The do-it-yourself ethos of the BioHackspace led a group of 2012 UCL iGEM alumni to found the company Bento Bio (https://www.bento.bio), which has developed a laptop-sized molecular biology laboratory for retail to the general public. Bethan Wolfenden and Philipp Boeing were 2012 UCL iGEM team members and used the 2013 iGEM Entrepreneurship (iGEM-E) competition to take the first steps in founding Bento Bio, then known as Darwin Toolbox. Like other UCL iGEM alumni, Philipp and Bethan have been closely involved in the design and implementation of subsequent UCL iGEM cycles, partnering with team members and supervisors to develop iGEM training and teaching. They also contribute a guest lecture on the UCL Bachelor of Arts and Sciences course, BENG3071 Open Source Synthetic Biology, presenting case studies drawn from their experiences with Bento Bio, synthetic biology and iGEM.

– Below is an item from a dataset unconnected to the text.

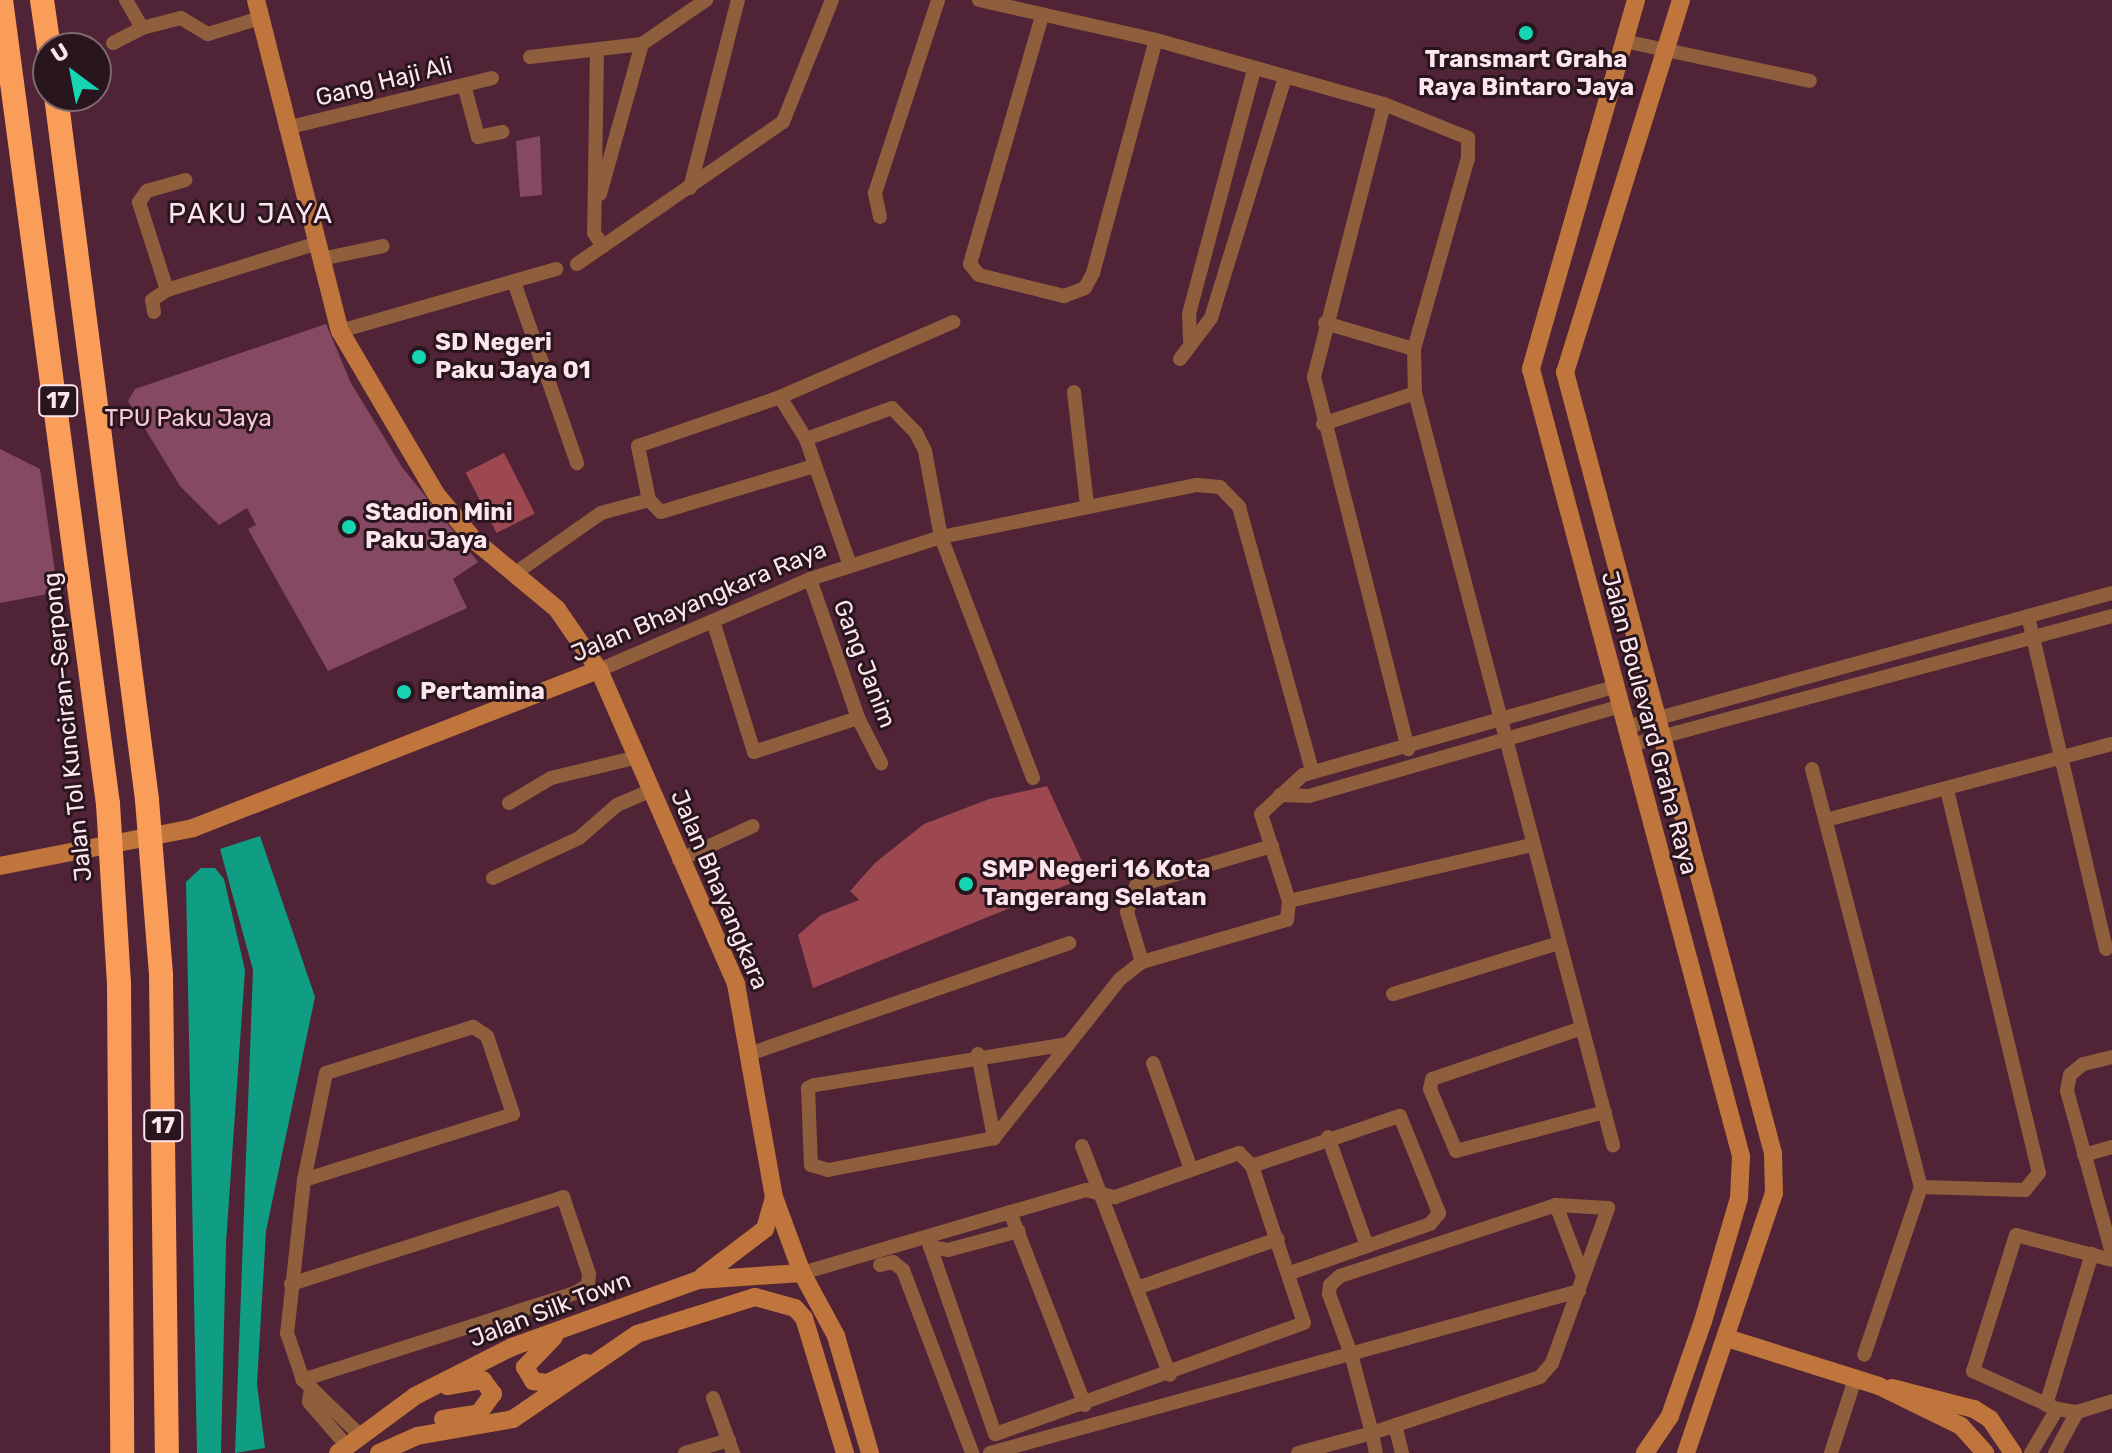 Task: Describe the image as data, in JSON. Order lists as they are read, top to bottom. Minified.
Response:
{"streets":{"highway":["17","Jalan Tol Kunciran–Serpong"],"main road":["Jalan Bhayangkara Raya","Jalan Boulevard Graha Raya","Jalan Bhayangkara","Jalan Silk Town"],"street":["Gang Haji Ali","Gang Janim"]},"crossings":[["Gang Haji Ali","Jalan Bhayangkara"],["Jalan Bhayangkara Raya","Gang Janim"],["Jalan Bhayangkara Raya","Jalan Bhayangkara"],["Jalan Bhayangkara","Jalan Silk Town"]],"districts":["PAKU JAYA"],"parks":["TPU Paku Jaya"],"places":["Transmart Graha Raya Bintaro Jaya","SD Negeri Paku Jaya 01","Stadion Mini Paku Jaya","Pertamina","SMP Negeri 16 Kota Tangerang Selatan"],"north":"top left"}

Mental health and medicine: Open Mind Night
The 2015 project, ‘Mind the Gut’, dealt with issues of mental health and featured the design of a genetic circuit within a probiotic bacterium that could help decrease the negative side-effects commonly experienced by patients taking certain classes of sedative. To explore how mental health is treated, and the impacts of mental health medication, the team established links with the mental health and arts charity, CoolTan Arts (www.cooltanarts.org.uk). An event was co-organised with CoolTan Arts to exhibit artwork produced by people suffering from mental distress and to discuss synthetic biology approaches to addressing mental health.

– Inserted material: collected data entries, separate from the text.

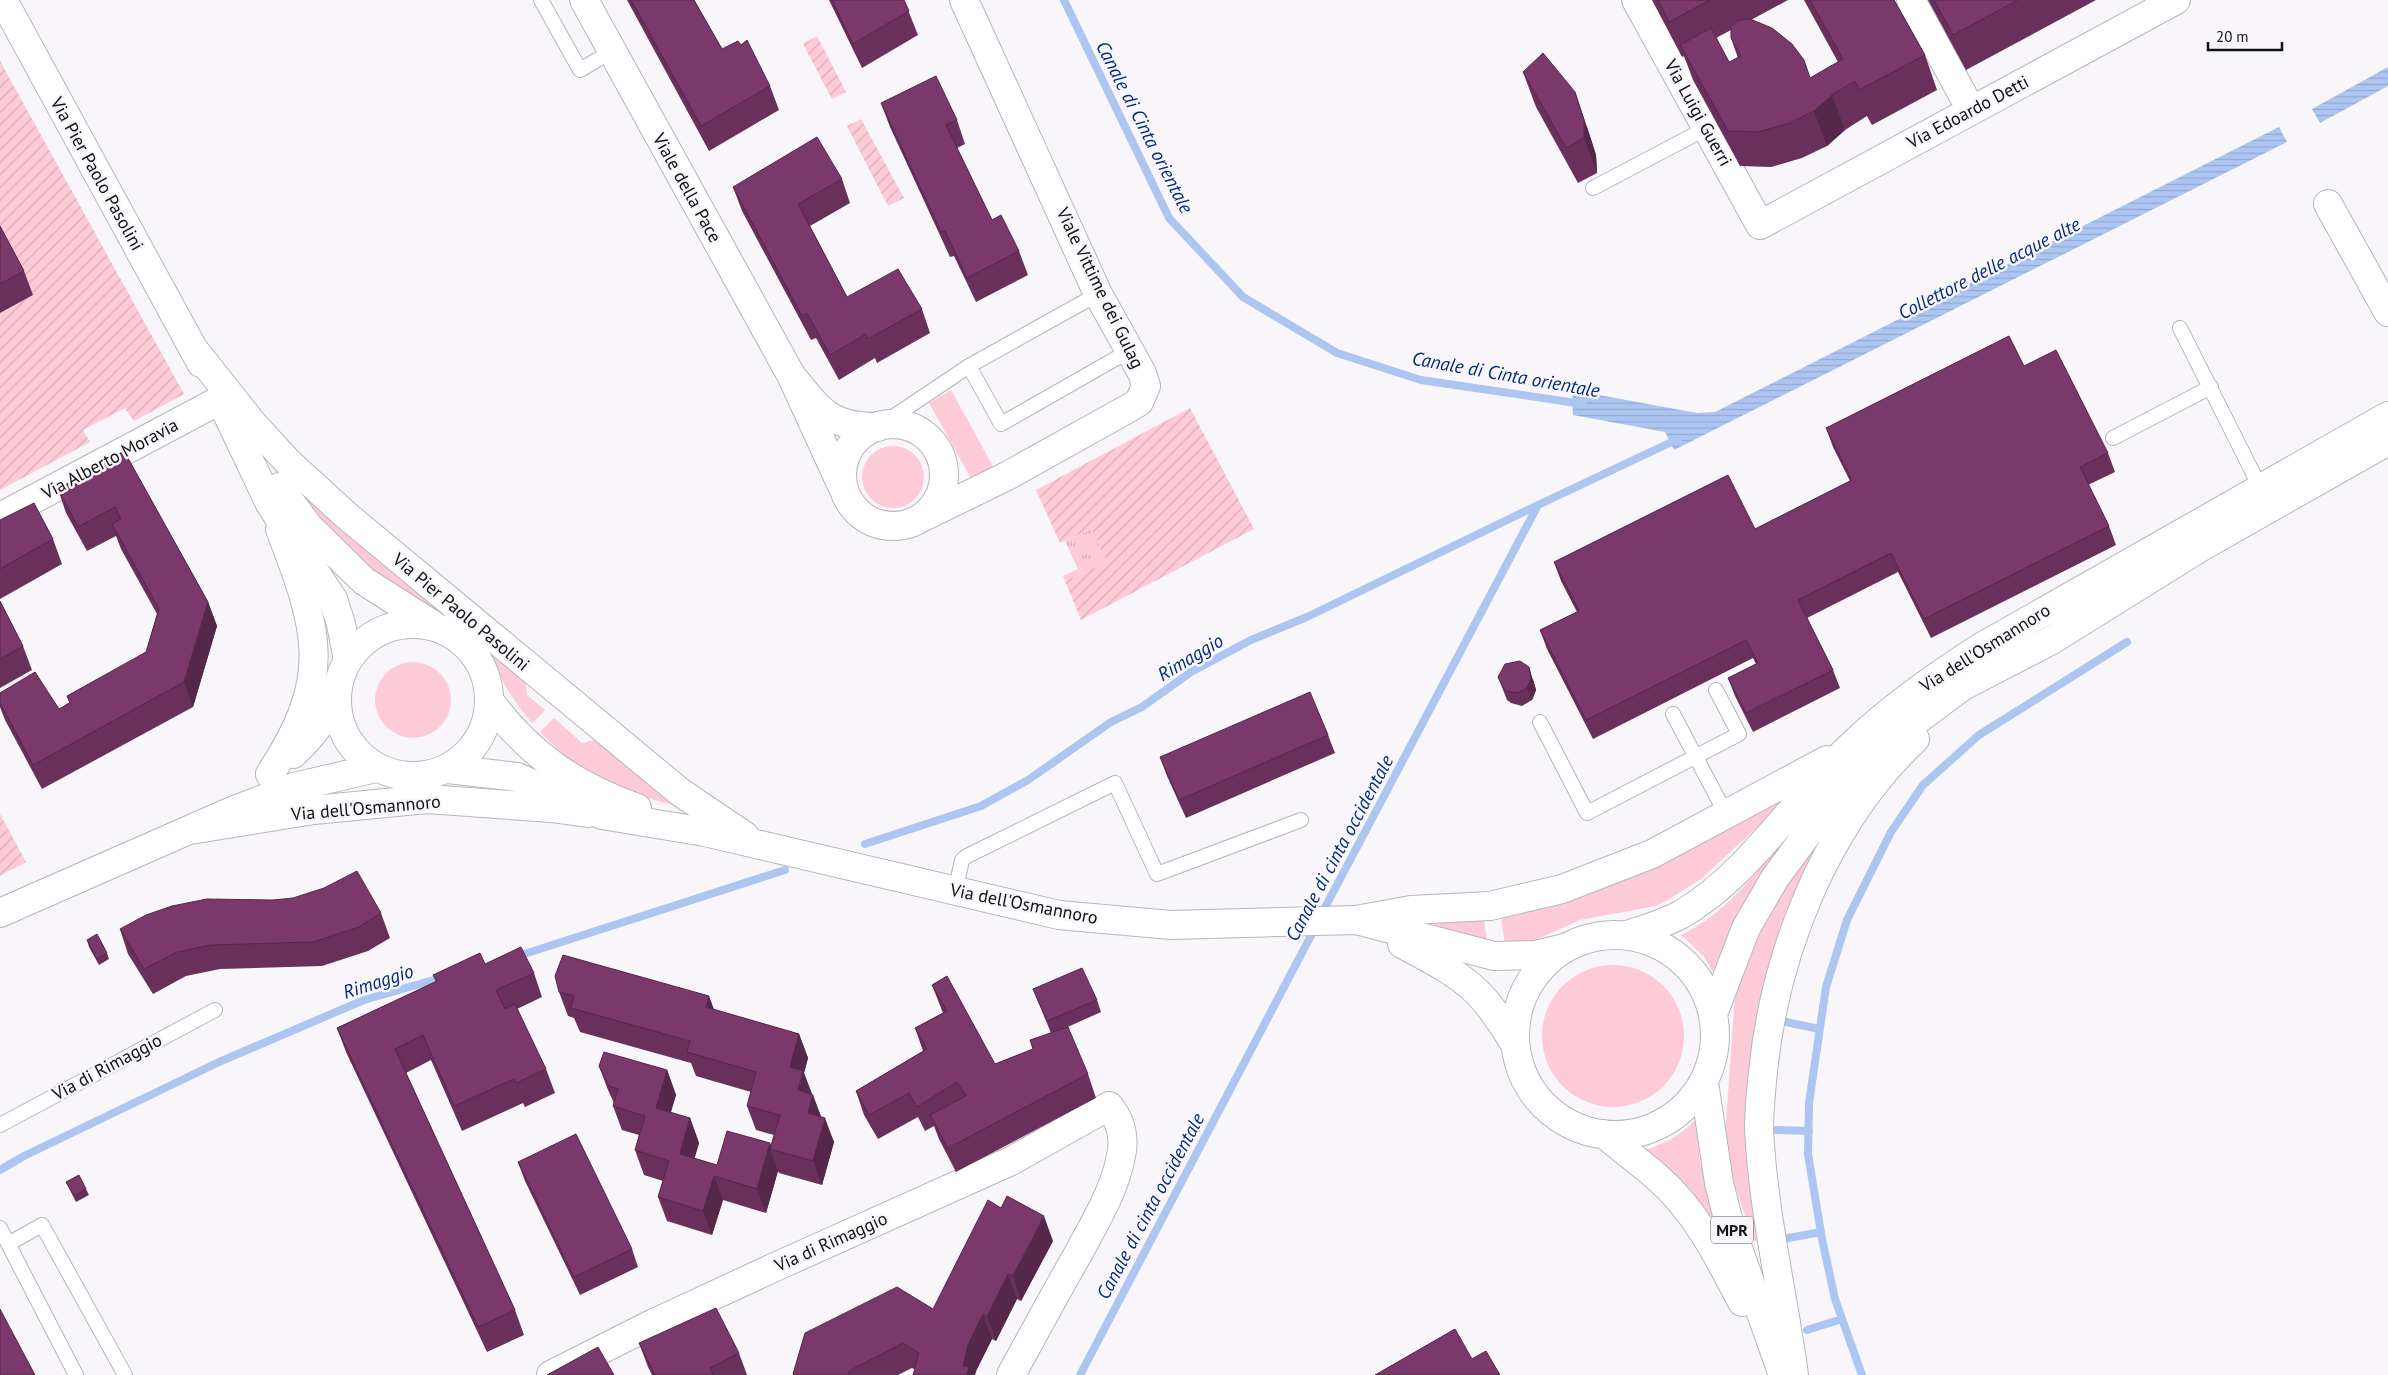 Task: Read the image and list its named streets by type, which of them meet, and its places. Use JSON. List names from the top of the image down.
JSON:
{
  "streets": {
    "main road": [
      "Via Edoardo Detti",
      "Via Luigi Guerri",
      "Via Pier Paolo Pasolini",
      "Viale della Pace",
      "Viale Vittime dei Gulag",
      "Via Alberto Moravia",
      "Via dell'Osmannoro",
      "Via di Rimaggio",
      "MPR"
    ]
  },
  "crossings": [
    ["Via Edoardo Detti", "Via Luigi Guerri"],
    ["Via Pier Paolo Pasolini", "Via Alberto Moravia"],
    ["Via Pier Paolo Pasolini", "Via dell'Osmannoro"],
    ["Viale della Pace", "Viale Vittime dei Gulag"],
    ["Via dell'Osmannoro", "MPR"]
  ],
  "water": [
    "Canale di Cinta orientale",
    "Collettore delle acque alte",
    "Rimaggio",
    "Canale di cinta occidentale"
  ],
  "scale_bar": "20 m"
}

The team also worked with the Mental Fight Club (http://mentalfightclub.com), an organisation that explores creative routes to addressing the challenges of mental health and ill-health. Interactions with Mental Fight Club, CoolTan Arts and others inspired the team to host a public ‘Open Mind’ event which mixed performance, such as singing, poetry and stand-up comedy, with honest and open narratives of mental illness. Frank accounts of mental health challenges, provided in a remarkably brave manner by members of the public, served to highlight the real human connections between research and research impact.

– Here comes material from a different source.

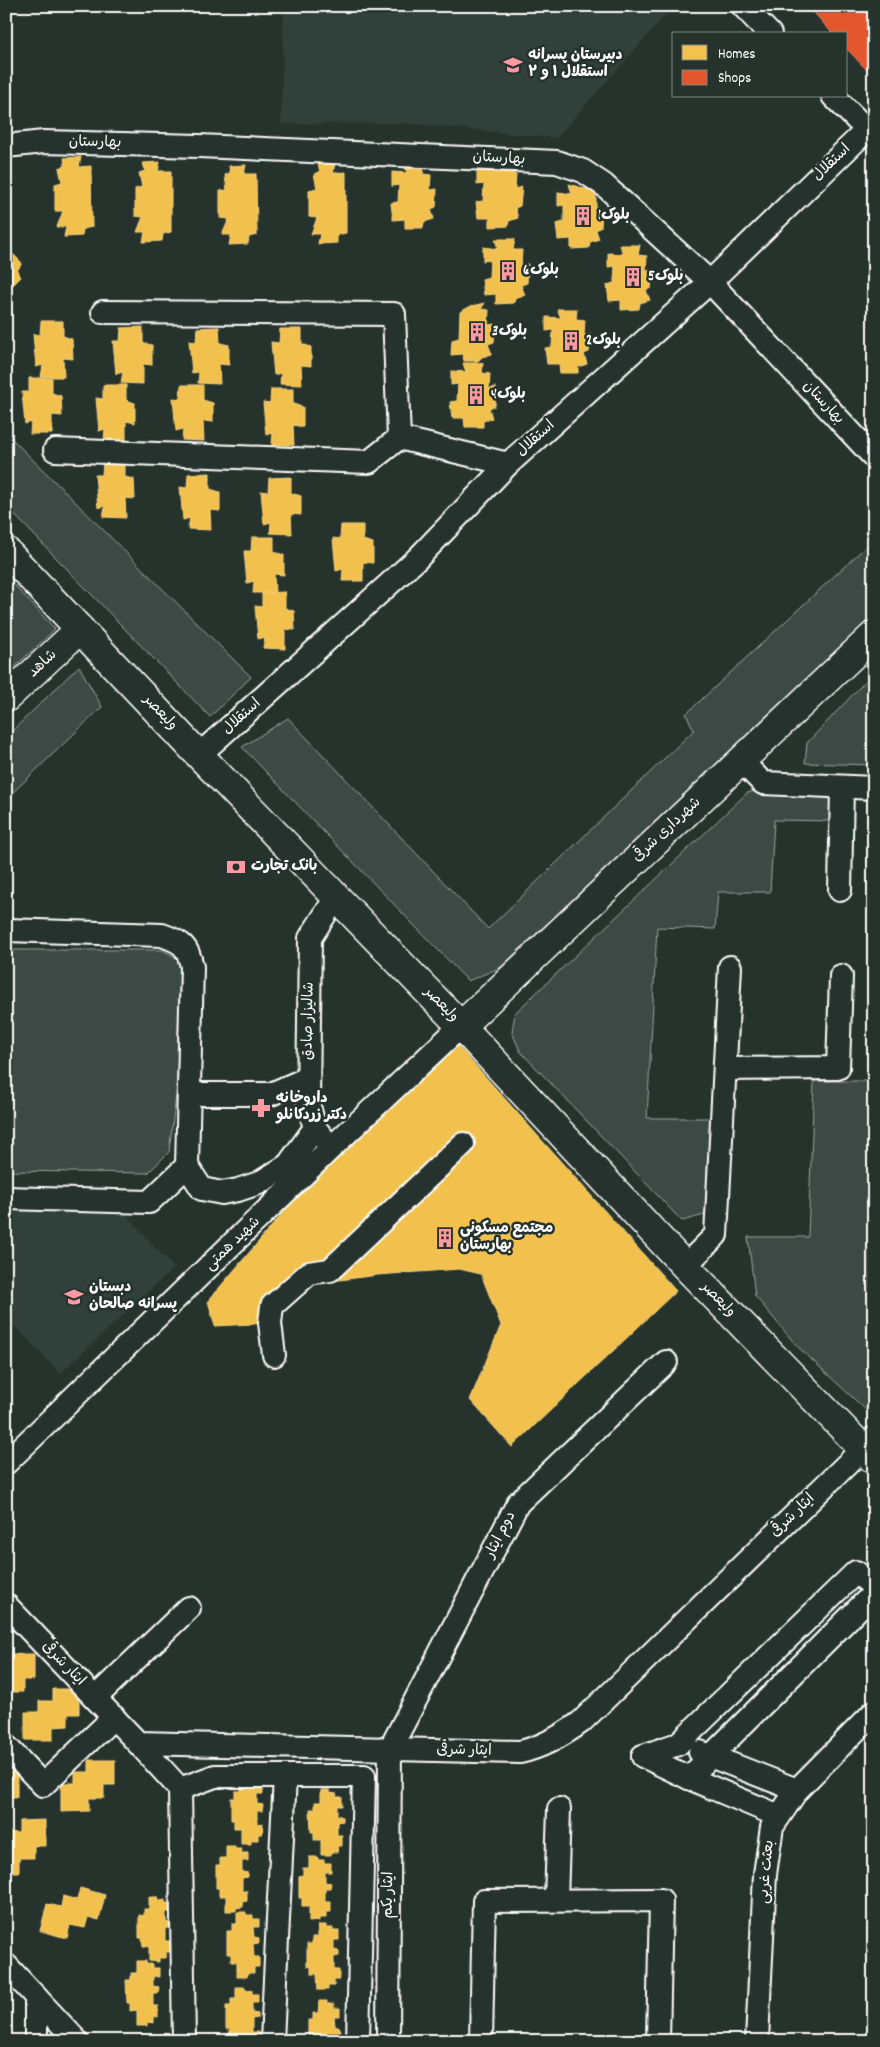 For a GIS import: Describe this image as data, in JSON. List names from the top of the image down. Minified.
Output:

Why connecting beyond the university can improve the student experience
The ‘human practices’ element of iGEM invites students to expand their definition of what a project is, to see it as something more than the process of gathering data for discussion exclusively with academic staff. Projects such as ‘Mind the Gut’ and ‘Darwin Toolbox’ typify the passion and commitment displayed by UCL iGEM students taking their own projects to authentic stakeholders outside of the academy. During the process of planning and delivering these engagement activities students tend to develop a much richer and more expansive sense of what is possible and just how ‘real’ research can be. Research is no longer merely a different form of assessment in a narrow educational context, but a basic human activity with the potential to engage and impact communities.